** Opening SOURCE MATERIAL block **

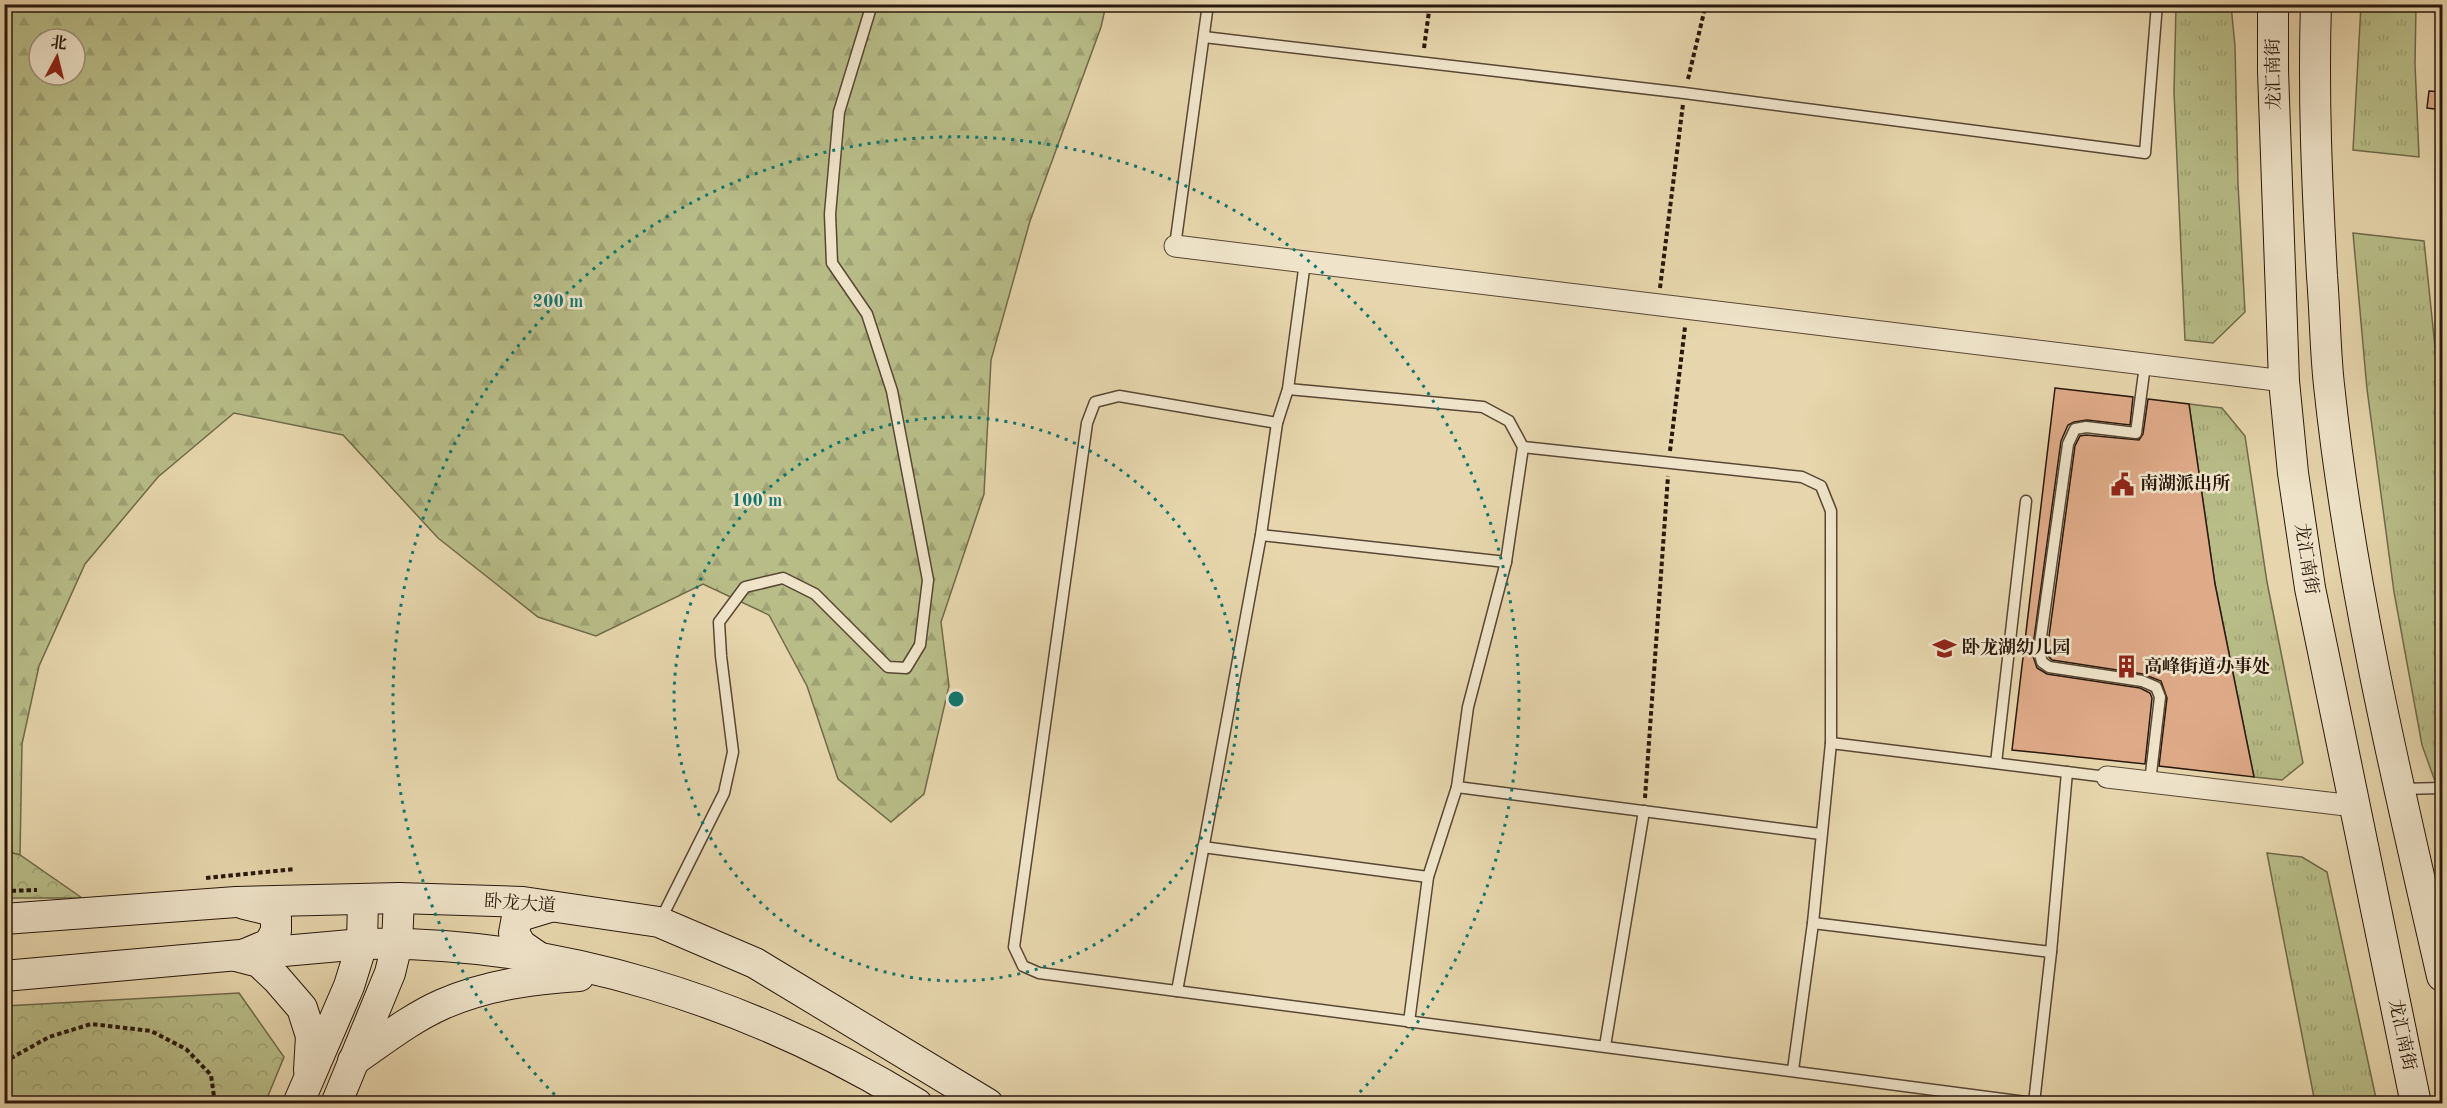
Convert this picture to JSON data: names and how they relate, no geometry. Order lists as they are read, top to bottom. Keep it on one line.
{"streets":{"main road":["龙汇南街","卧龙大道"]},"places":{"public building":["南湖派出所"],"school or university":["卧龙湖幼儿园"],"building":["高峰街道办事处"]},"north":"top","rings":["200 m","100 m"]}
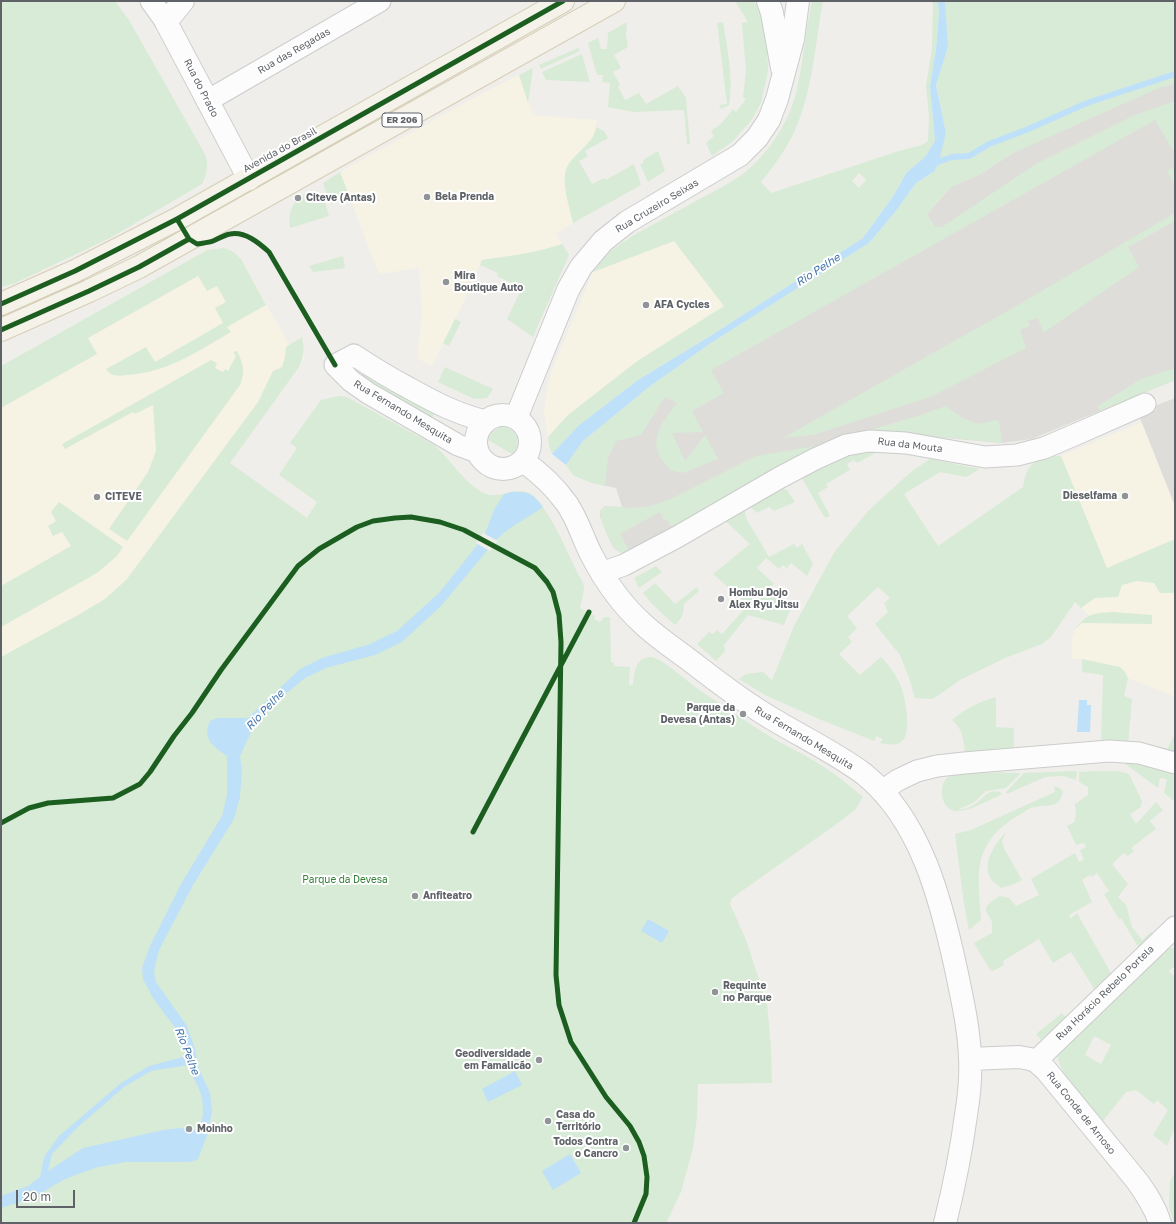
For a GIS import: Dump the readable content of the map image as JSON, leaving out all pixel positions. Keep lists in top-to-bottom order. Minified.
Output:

** Closing SOURCE MATERIAL block **

EXERCISE PROMPT
Set down exactly the lines above, from the one containing "For a GIS import: Dump" to the final line of the material, with both ends kept and no other lines.

ANSWER SPACE
For a GIS import: Dump the readable content of the map image as JSON, leaving out all pixel positions. Keep lists in top-to-bottom order. Minified.
Output:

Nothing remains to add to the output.